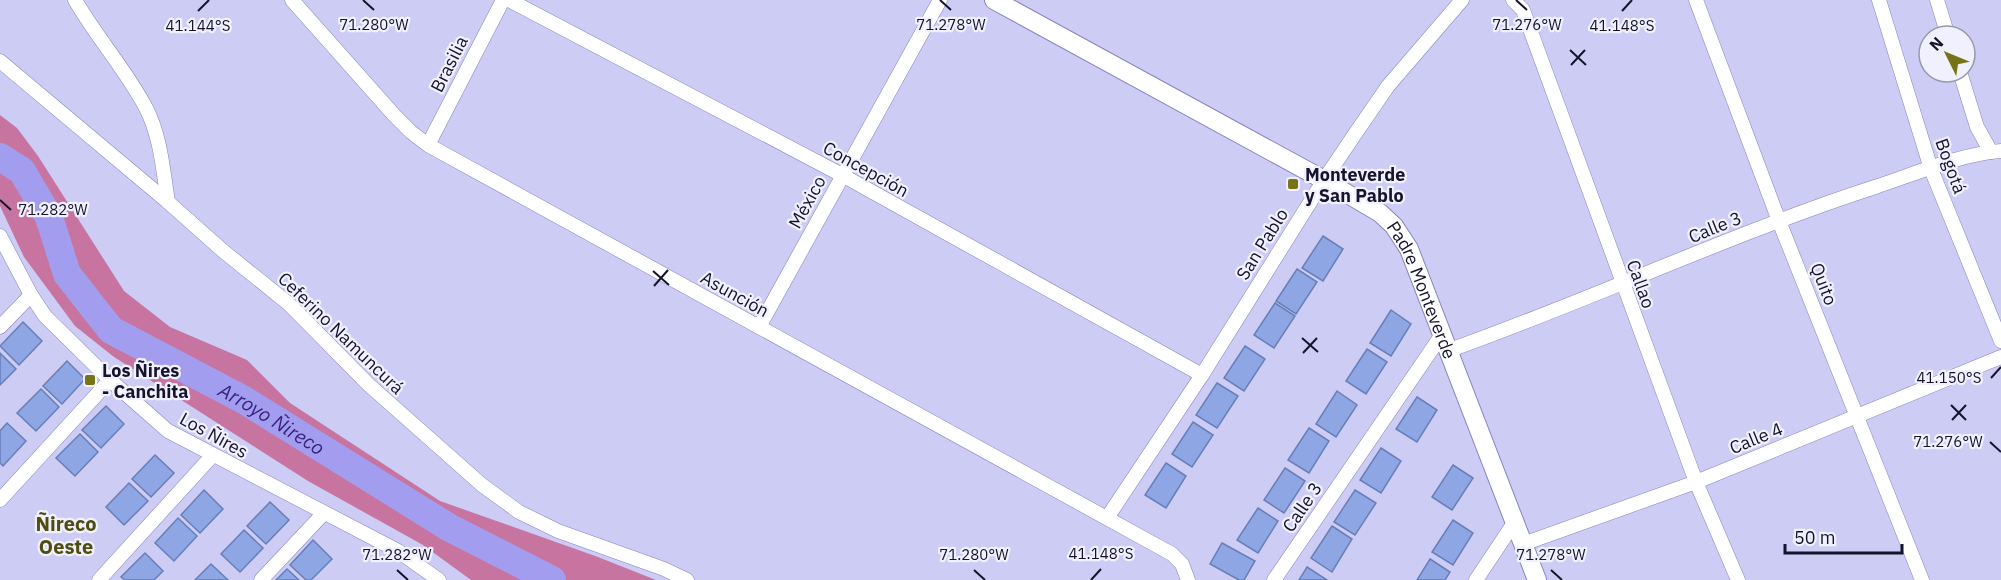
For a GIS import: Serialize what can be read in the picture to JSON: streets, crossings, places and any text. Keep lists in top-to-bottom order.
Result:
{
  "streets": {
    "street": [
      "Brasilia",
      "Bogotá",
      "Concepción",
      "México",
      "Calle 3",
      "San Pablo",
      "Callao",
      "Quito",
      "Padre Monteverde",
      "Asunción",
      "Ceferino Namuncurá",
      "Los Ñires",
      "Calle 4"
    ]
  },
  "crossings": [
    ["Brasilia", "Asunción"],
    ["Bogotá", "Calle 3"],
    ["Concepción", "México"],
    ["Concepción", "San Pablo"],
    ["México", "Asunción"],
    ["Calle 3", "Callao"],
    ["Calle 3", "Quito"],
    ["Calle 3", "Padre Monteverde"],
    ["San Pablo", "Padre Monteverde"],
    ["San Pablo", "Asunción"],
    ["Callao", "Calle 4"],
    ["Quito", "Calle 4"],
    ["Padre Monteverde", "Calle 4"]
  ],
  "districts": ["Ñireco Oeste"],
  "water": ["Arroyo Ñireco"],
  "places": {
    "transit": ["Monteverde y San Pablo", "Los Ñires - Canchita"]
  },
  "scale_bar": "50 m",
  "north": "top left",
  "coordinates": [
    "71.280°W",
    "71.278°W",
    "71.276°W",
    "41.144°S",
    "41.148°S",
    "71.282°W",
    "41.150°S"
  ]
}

### PROBLEM
Look through the listing above. Pick out each line with "Asunción" and copy it.

### RESPONSE FOR THIS EXERCISE
      "Asunción",
    ["Brasilia", "Asunción"],
    ["México", "Asunción"],
    ["San Pablo", "Asunción"],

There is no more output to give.